Stella, for me too, forty was a turning point. It was also when I was most in demand as a model--strangely Madison Avenue discovered that the really big bucks resided in the pockets of women over forty. But at forty, I no longer cared whether my opinions were wanted or not, by god, I had earned the right to express my truth, say what I really thought. I found out, once I stopped trying to please, that I was not alone with my truth. It's pretty universal for most women.
Salvage actually is issuing a cry for help. She wants us to help her confront her demons, especially her addiction. But also with what lies just below the surface of her nicotine-caked lungs. Her deeper pathologies. Why else would she post photos of herself posing with her fags? Why else would she post such a flailing lament about smoking? She's glad we have responded. She should know that we're all here to help.

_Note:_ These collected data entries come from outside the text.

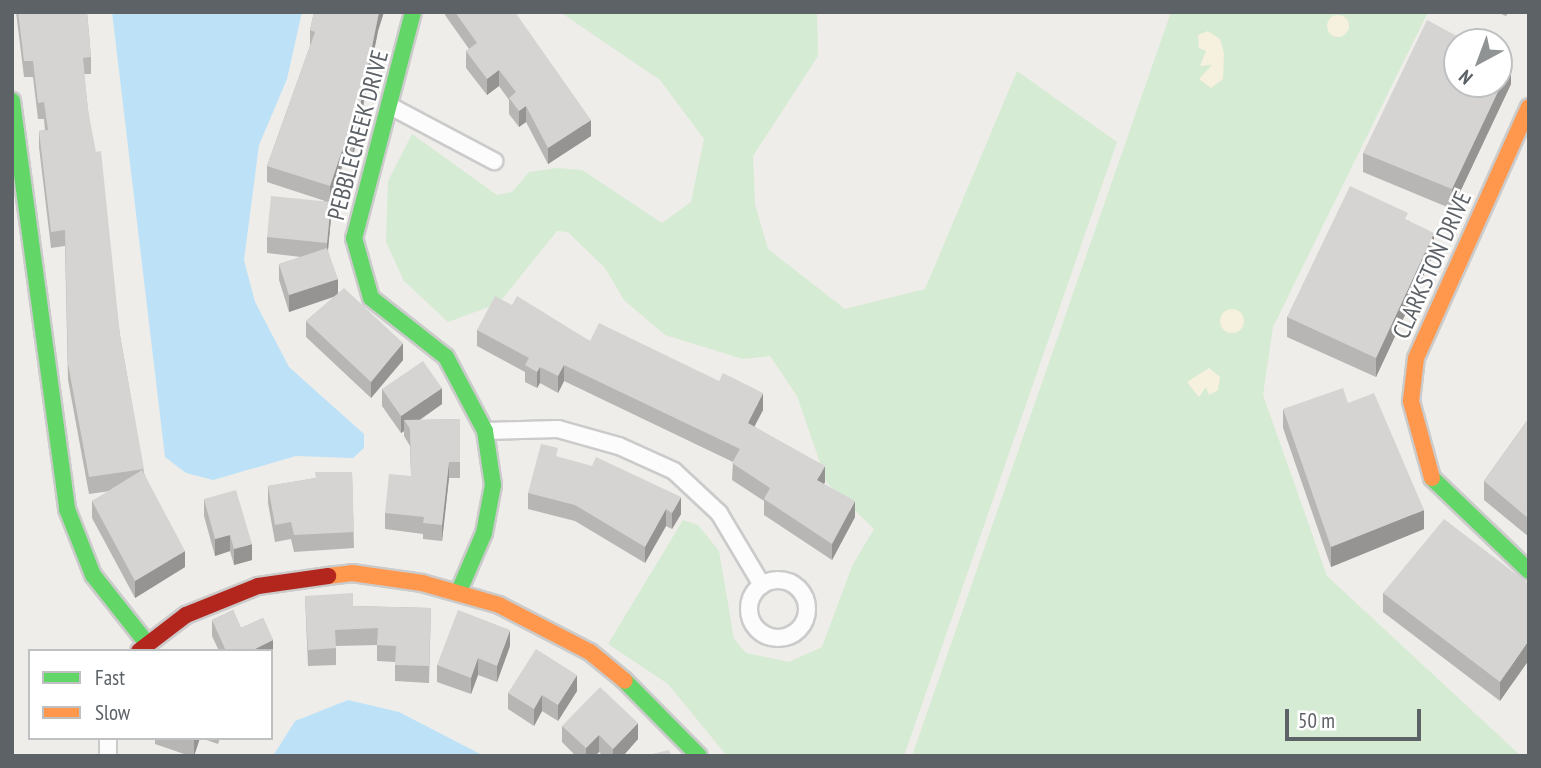 <!DOCTYPE html>
<html>
<head>
<meta charset="utf-8">
<style>
	body { margin:0 }
	#map { position:relative; width:1541px; height:768px; overflow:hidden; background:#eeede9; font-family:"PT Sans Narrow",sans-serif }
	div>[style] { position:absolute }
	[style*='--x'] { left:calc(var(--x)*1px); top:calc(var(--y)*1px); width:calc(var(--w)*1px); rotate:calc(var(--a)*1deg) }
	.green>* { inset:0; background:#d6ebd3 }
	.sand>* { inset:0; background:#f6f0de }
	.round { border-radius:50% }
	.water>* { inset:0; background:#bde2f8 }
	.roads { filter:drop-shadow(2px 0 #cbcbcb) drop-shadow(-2px 0 #cbcbcb) drop-shadow(0 2px #cbcbcb) drop-shadow(0 -2px #cbcbcb) }
	.street>* { height:16px; margin:-8px; padding:0 8px; transform-origin:8px; border-radius:8px; background:#fcfcfc }
	.street>.ring { margin:-8px; padding:0; box-sizing:content-box; background:none; border:16px solid #fcfcfc; border-radius:50% }
	.fast>* { height:16px; margin:-8px; padding:0 8px; transform-origin:8px; border-radius:8px; background:#63d668 }
	.slow>* { height:16px; margin:-8px; padding:0 8px; transform-origin:8px; border-radius:8px; background:#ff974d }
	.jam>* { height:16px; margin:-8px; padding:0 8px; transform-origin:8px; border-radius:8px; background:#b3261e }
	.wall>* { inset:0; background:#b7b6b5 }
	.shaded-wall>* { inset:0; background:#959493 }
	.building>* { inset:0; background:#d5d4d2 }
	span { translate:-50% -50%; white-space:nowrap; text-align:center; line-height:1.15; -webkit-text-stroke:5px #fff; paint-order:stroke }
	.street-label { font-size:24px; color:#5d6267 }
	.frame { position:absolute; inset:0; border:14px solid #5d6267; pointer-events:none }
	.legend { position:absolute; left:28px; top:649px; width:245px; height:91px; box-sizing:border-box; background:#fff; border:2px solid #bec0c2; margin:0; padding:9px 12px; list-style:none; font-size:21px; color:#5d6267 }
	.legend li { display:flex; align-items:center; gap:14px; height:35px }
	.legend b { width:35px; border:2px solid #bec0c2 }
	.north { position:absolute; left:1443px; top:28px; width:70px; height:70px; box-sizing:border-box; background:#fff; border:2px solid #bec0c2; border-radius:50%; rotate:221deg; font-size:19px; font-weight:700; line-height:28px; text-align:center; color:#5d6267 }
	.north::after { content:''; display:block; margin:auto; width:24px; height:32px; background:#909394; clip-path:polygon(50% 0,100% 100%,50% 72%,0 100%) }
	.scale { position:absolute; left:1285px; top:709px; width:136px; height:32px; box-sizing:border-box; border:4px solid #5d6267; border-top:0; padding-left:9px; font-size:21px; line-height:24px; white-space:nowrap; color:#5d6267; -webkit-text-stroke:5px #fff; paint-order:stroke }
</style>
</head>
<body>
<div id="map">
	<div class="green">
		<i style="clip-path:polygon(560px 12px,817px 12px,818px 56px,753px 156px,755px 204px,768px 249px,845px 309px,925px 289px,1017px 71px,1117px 142px,904px 756px,727px 756px,668px 684px,608px 644px,683px 520px,698px 525px,719px 551px,734px 639px,746px 653px,789px 662px,822px 647px,852px 566px,874px 529px,827px 483px,797px 396px,770px 356px,743px 359px,665px 335px,624px 300px,605px 268px,568px 232px,557px 231px,499px 303px,448px 322px,404px 281px,386px 242px,388px 181px,412px 134px,497px 195px,512px 192px,529px 172px,557px 168px,582px 170px,662px 223px,691px 202px,704px 139px,660px 80px)"></i>
		<i style="clip-path:polygon(1171px 12px,1428px 12px,1273px 327px,1263px 395px,1327px 576px,1521px 756px,912px 756px)"></i>
	</div>
	<div class="sand">
		<i class="round" style="left:1327px;top:15px;width:22px;height:22px"></i>
		<i style="clip-path:polygon(1208px 31px,1220px 39px,1224px 53px,1223px 79px,1211px 88px,1199px 79px,1212px 65px,1200px 66px,1206px 51px,1199px 48px,1198px 35px)"></i>
		<i class="round" style="left:1220px;top:309px;width:24px;height:24px"></i>
		<i style="clip-path:polygon(1209px 368px,1220px 377px,1218px 390px,1209px 395px,1206px 387px,1199px 397px,1187px 382px)"></i>
	</div>
	<div class="water">
		<i style="clip-path:polygon(112px 12px,302px 12px,287px 79px,259px 145px,244px 260px,255px 302px,289px 367px,364px 434px,364px 448px,353px 458px,296px 456px,213px 480px,186px 473px,165px 457px)"></i>
		<i style="clip-path:polygon(348px 700px,399px 712px,484px 756px,273px 756px,295px 721px)"></i>
	</div>
	<div class="roads">
		<div class="street">
			<i style="--x:390;--y:106;--w:118;--a:27.9"></i>
			<i style="--x:485;--y:431;--w:73;--a:-1.6"></i>
			<i style="--x:558;--y:429;--w:63;--a:15.6"></i>
			<i style="--x:619;--y:446;--w:60;--a:24.4"></i>
			<i style="--x:674;--y:471;--w:62;--a:43"></i>
			<i style="--x:719;--y:513;--w:84;--a:59.2"></i>
			<i class="ring" style="left:749px;top:580px;width:42px;height:42px"></i>
			<i style="--x:108;--y:738;--w:18;--a:90"></i>
		</div>
		<div class="fast">
			<i style="--x:413;--y:12;--w:234;--a:104.6"></i>
			<i style="--x:354;--y:238;--w:62;--a:74.2"></i>
			<i style="--x:371;--y:298;--w:95;--a:38.2"></i>
			<i style="--x:446;--y:357;--w:84;--a:62.2"></i>
			<i style="--x:485;--y:431;--w:55;--a:81.6"></i>
			<i style="--x:493;--y:485;--w:49;--a:100.6"></i>
			<i style="--x:484;--y:533;--w:63;--a:113.3"></i>
			<i style="--x:12;--y:101;--w:412;--a:82.3"></i>
			<i style="--x:67;--y:509;--w:71;--a:68.5"></i>
			<i style="--x:93;--y:575;--w:85;--a:51.7"></i>
			<i style="--x:1432;--y:478;--w:134;--a:43.8"></i>
			<i style="--x:625;--y:681;--w:105;--a:45.4"></i>
		</div>
		<div class="slow">
			<i style="--x:1432;--y:478;--w:80;--a:-105.3"></i>
			<i style="--x:1411;--y:401;--w:43;--a:-83.4"></i>
			<i style="--x:1416;--y:358;--w:275;--a:-65.8"></i>
			<i style="--x:328;--y:576;--w:24;--a:-7"></i>
			<i style="--x:352;--y:573;--w:71;--a:8.1"></i>
			<i style="--x:422;--y:583;--w:80;--a:15.9"></i>
			<i style="--x:499;--y:605;--w:102;--a:27.3"></i>
			<i style="--x:590;--y:652;--w:45;--a:39.6"></i>
		</div>
		<div class="jam">
			<i style="--x:139;--y:651;--w:59;--a:-37.5"></i>
			<i style="--x:186;--y:615;--w:78;--a:-21.9"></i>
			<i style="--x:258;--y:586;--w:71;--a:-8.1"></i>
		</div>
	</div>
	<div class="wall">
		<i style="clip-path:polygon(16px 12px,87px 12px,91px 57px,91px 74px,84px 74px,88px 110px,120px 335px,144px 473px,185px 567px,135px 598px,92px 518px,92px 501px,110px 491px,89px 494px,68px 380px,65px 246px,51px 248px,39px 147px,39px 131px,45px 130px,44px 119px,38px 119px,33px 77px,24px 77px)"></i>
		<i style="clip-path:polygon(314px 12px,384px 12px,378px 31px,353px 157px,346px 155px,330px 202px,331px 218px,328px 251px,338px 293px,403px 360px,371px 398px,306px 337px,306px 321px,334px 297px,289px 312px,279px 280px,279px 264px,301px 257px,267px 253px,267px 237px,325px 201px,267px 182px,267px 166px,310px 46px,310px 30px)"></i>
		<i style="clip-path:polygon(445px 12px,515px 12px,591px 136px,548px 164px,526px 122px,519px 127px,509px 114px,509px 100px,499px 86px,487px 95px,466px 68px,466px 51px,469px 49px,445px 15px)"></i>
		<i style="clip-path:polygon(1496px 12px,1509px 12px,1506px 16px)"></i>
		<i style="clip-path:polygon(1511px 84px,1452px 209px,1363px 172px,1363px 153px)"></i>
		<i style="clip-path:polygon(1408px 220px,1434px 253px,1376px 377px,1287px 337px,1287px 317px)"></i>
		<i style="clip-path:polygon(512px 305px,590px 341px,763px 410px,754px 426px,825px 482px,824px 484px,855px 517px,832px 560px,764px 515px,764px 501px,732px 480px,733px 462px,564px 381px,558px 393px,540px 383px,537px 388px,525px 382px,525px 372px,477px 346px,477px 330px)"></i>
		<i style="clip-path:polygon(382px 389px,442px 404px,420px 420px,460px 419px,460px 478px,449px 478px,442px 541px,423px 539px,423px 534px,385px 529px,385px 513px,411px 476px,410px 446px,404px 436px,404px 431px,401px 433px,382px 406px)"></i>
		<i style="clip-path:polygon(1348px 403px,1424px 529px,1331px 567px,1283px 428px,1283px 409px)"></i>
		<i style="clip-path:polygon(1529px 418px,1529px 537px,1484px 500px,1484px 481px)"></i>
		<i style="clip-path:polygon(558px 457px,681px 514px,672px 529px,666px 526px,645px 563px,575px 521px,528px 509px,528px 493px)"></i>
		<i style="clip-path:polygon(352px 472px,354px 548px,294px 552px,291px 539px,275px 542px,268px 503px,268px 486px)"></i>
		<i style="clip-path:polygon(204px 499px,252px 560px,234px 565px,230px 551px,215px 556px,204px 516px)"></i>
		<i style="clip-path:polygon(1529px 584px,1500px 701px,1383px 612px,1383px 593px)"></i>
		<i style="clip-path:polygon(305px 596px,353px 606px,431px 608px,429px 683px,395px 681px,395px 662px,377px 661px,377px 645px,336px 646px,336px 665px,308px 666px)"></i>
		<i style="clip-path:polygon(233px 610px,241px 628px,263px 618px,273px 640px,273px 657px,271px 658px,271px 651px,219px 651px,212px 636px,212px 620px)"></i>
		<i style="clip-path:polygon(510px 646px,497px 682px,478px 675px,471px 694px,437px 682px,437px 665px)"></i>
		<i style="clip-path:polygon(577px 691px,558px 721px,542px 711px,534px 726px,508px 709px,508px 693px)"></i>
		<i style="clip-path:polygon(562px 726px,638px 739px,623px 756px,603px 756px,599px 752px,595px 756px,576px 756px,562px 742px)"></i>
		<i style="clip-path:polygon(155px 738px,200px 738px,194px 756px,190px 756px,155px 744px)"></i>
		<i style="clip-path:polygon(201px 738px,220px 738px,218px 744px)"></i>
	</div>
	<div class="shaded-wall">
		<i style="clip-path:polygon(379px 12px,384px 12px,378px 31px,353px 157px,353px 141px)"></i>
		<i style="clip-path:polygon(1511px 64px,1511px 84px,1452px 209px,1452px 189px)"></i>
		<i style="clip-path:polygon(499px 70px,499px 86px,487px 95px,487px 79px)"></i>
		<i style="clip-path:polygon(526px 106px,526px 122px,519px 127px,519px 111px)"></i>
		<i style="clip-path:polygon(591px 120px,591px 136px,548px 164px,548px 148px)"></i>
		<i style="clip-path:polygon(346px 139px,346px 155px,330px 203px,330px 186px)"></i>
		<i style="clip-path:polygon(331px 202px,331px 218px,327px 259px,327px 243px)"></i>
		<i style="clip-path:polygon(1434px 233px,1434px 253px,1376px 377px,1376px 358px)"></i>
		<i style="clip-path:polygon(338px 279px,338px 295px,289px 312px,289px 295px)"></i>
		<i style="clip-path:polygon(403px 343px,403px 360px,371px 398px,371px 382px)"></i>
		<i style="clip-path:polygon(564px 365px,564px 381px,558px 393px,558px 376px)"></i>
		<i style="clip-path:polygon(540px 367px,540px 383px,537px 388px,537px 372px)"></i>
		<i style="clip-path:polygon(442px 388px,442px 404px,409px 427px,404px 420px,404px 431px,401px 433px,401px 416px)"></i>
		<i style="clip-path:polygon(763px 393px,763px 410px,748px 439px,748px 423px)"></i>
		<i style="clip-path:polygon(449px 462px,449px 478px,442px 541px,442px 525px)"></i>
		<i style="clip-path:polygon(825px 466px,825px 482px,817px 497px,817px 480px)"></i>
		<i style="clip-path:polygon(681px 497px,681px 514px,672px 529px,672px 513px)"></i>
		<i style="clip-path:polygon(855px 501px,855px 517px,832px 560px,832px 544px)"></i>
		<i style="clip-path:polygon(666px 509px,666px 526px,645px 563px,645px 547px)"></i>
		<i style="clip-path:polygon(1424px 510px,1424px 529px,1331px 567px,1331px 547px)"></i>
		<i style="clip-path:polygon(230px 535px,230px 551px,215px 556px,215px 539px)"></i>
		<i style="clip-path:polygon(252px 544px,252px 560px,234px 565px,234px 549px)"></i>
		<i style="clip-path:polygon(185px 551px,185px 567px,135px 598px,135px 581px)"></i>
		<i style="clip-path:polygon(510px 630px,510px 646px,497px 682px,497px 666px)"></i>
		<i style="clip-path:polygon(273px 640px,273px 657px,271px 658px,271px 651px,251px 651px)"></i>
		<i style="clip-path:polygon(1529px 640px,1529px 660px,1500px 701px,1500px 682px)"></i>
		<i style="clip-path:polygon(478px 658px,478px 675px,471px 694px,471px 678px)"></i>
		<i style="clip-path:polygon(577px 675px,577px 691px,558px 721px,558px 705px)"></i>
		<i style="clip-path:polygon(542px 695px,542px 711px,534px 726px,534px 709px)"></i>
		<i style="clip-path:polygon(638px 723px,638px 739px,623px 756px,613px 756px,613px 749px)"></i>
		<i style="clip-path:polygon(599px 735px,599px 752px,595px 756px,586px 756px,586px 748px)"></i>
		<i style="clip-path:polygon(194px 738px,200px 738px,194px 756px)"></i>
	</div>
	<div class="building">
		<i style="clip-path:polygon(18px 12px,87px 12px,91px 57px,83px 58px,88px 110px,96px 152px,101px 151px,120px 335px,144px 469px,89px 477px,68px 364px,65px 230px,51px 232px,39px 131px,48px 130px,44px 102px,38px 103px,33px 61px,24px 61px)"></i>
		<i style="clip-path:polygon(314px 12px,379px 12px,353px 141px,346px 139px,330px 186px,267px 166px,315px 32px,310px 30px)"></i>
		<i style="clip-path:polygon(455px 12px,515px 12px,591px 120px,548px 148px,526px 106px,519px 111px,509px 98px,516px 92px,499px 70px,487px 79px,466px 51px,477px 43px)"></i>
		<i style="clip-path:polygon(1427px 20px,1468px 42px,1457px 42px,1457px 84px,1499px 84px,1499px 58px,1511px 64px,1452px 189px,1363px 153px)"></i>
		<i style="clip-path:polygon(1350px 186px,1408px 213px,1405px 219px,1434px 233px,1376px 358px,1287px 317px)"></i>
		<i style="clip-path:polygon(271px 196px,331px 202px,327px 243px,267px 237px)"></i>
		<i style="clip-path:polygon(327px 248px,338px 279px,289px 295px,279px 264px)"></i>
		<i style="clip-path:polygon(344px 288px,403px 343px,371px 382px,306px 321px)"></i>
		<i style="clip-path:polygon(495px 296px,512px 305px,517px 296px,590px 341px,599px 323px,719px 381px,723px 373px,763px 393px,748px 423px,825px 466px,817px 480px,855px 501px,832px 544px,764px 499px,770px 488px,732px 463px,740px 449px,564px 365px,558px 376px,540px 367px,537px 372px,525px 365px,529px 358px,477px 330px)"></i>
		<i style="clip-path:polygon(423px 361px,442px 388px,401px 416px,382px 389px)"></i>
		<i style="clip-path:polygon(1343px 388px,1348px 403px,1374px 393px,1424px 510px,1331px 547px,1283px 409px)"></i>
		<i style="clip-path:polygon(1529px 418px,1529px 519px,1484px 481px)"></i>
		<i style="clip-path:polygon(460px 419px,460px 462px,449px 462px,442px 525px,423px 523px,424px 517px,385px 513px,389px 474px,411px 476px,410px 429px,404px 420px)"></i>
		<i style="clip-path:polygon(541px 444px,558px 448px,556px 456px,592px 466px,596px 457px,681px 497px,672px 513px,666px 509px,645px 547px,575px 505px,528px 493px)"></i>
		<i style="clip-path:polygon(142px 470px,185px 551px,135px 581px,92px 501px)"></i>
		<i style="clip-path:polygon(315px 472px,352px 472px,354px 532px,294px 535px,291px 522px,275px 525px,268px 486px,316px 478px)"></i>
		<i style="clip-path:polygon(236px 490px,252px 544px,234px 549px,230px 535px,215px 539px,204px 499px)"></i>
		<i style="clip-path:polygon(1444px 519px,1529px 584px,1529px 640px,1500px 682px,1383px 593px)"></i>
		<i style="clip-path:polygon(353px 593px,353px 606px,431px 608px,429px 666px,395px 665px,396px 646px,377px 645px,378px 628px,335px 630px,336px 648px,308px 650px,305px 596px)"></i>
		<i style="clip-path:polygon(233px 610px,241px 628px,263px 618px,273px 640px,251px 651px,226px 651px,212px 620px)"></i>
		<i style="clip-path:polygon(458px 610px,510px 630px,497px 666px,478px 658px,471px 678px,437px 665px)"></i>
		<i style="clip-path:polygon(536px 649px,577px 675px,558px 705px,542px 695px,534px 709px,508px 693px)"></i>
		<i style="clip-path:polygon(600px 687px,638px 723px,613px 749px,599px 735px,586px 748px,562px 726px)"></i>
		<i style="clip-path:polygon(669px 750px,671px 756px,644px 756px)"></i>
	</div>
	<div class="street-label">
		<span style="left:358px;top:135px;rotate:-75deg">PEBBLECREEK DRIVE</span>
		<span style="left:1432px;top:265px;rotate:-66deg">CLARKSTON DRIVE</span>
	</div>
	<div class="frame"></div>
	<ul class="legend">
	<li><b style="height:9px;background:#63d668"></b>Fast</li>
	<li><b style="height:9px;background:#ff974d"></b>Slow</li>
	</ul>
	<div class="north">N</div>
	<div class="scale">50 m</div>
</div>
</body>
</html>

Petro, deliberate misspelling of names is not a sign of maturity.
Well well, Petro actually speaks. I thought Petro was about twelve, and hadn't quite grasped the rudiments of written conversation. I thought Petro was just listening in now and then, hiding behind his big toy, eavesdropping and then saying something smarty pantsy and running away.
Not so, Peto. The plea is stated in the first paragraph. The plea is for all you self-righteous, pious, holier-than- thou, no-smoking zealots would look at the smoking thing from a greater distance than the end of your noses.
And yes, Petro, I do still need an editor.
I never wanted to smoke, so didn't start. Both my parents died of lung cancer, and that was tough to watch. I'm sure that's why I want people I like, who smoke, to stop ... it's just not something I would wish on anyone ... well, except maybe Rush Limbaugh or George W. Bush.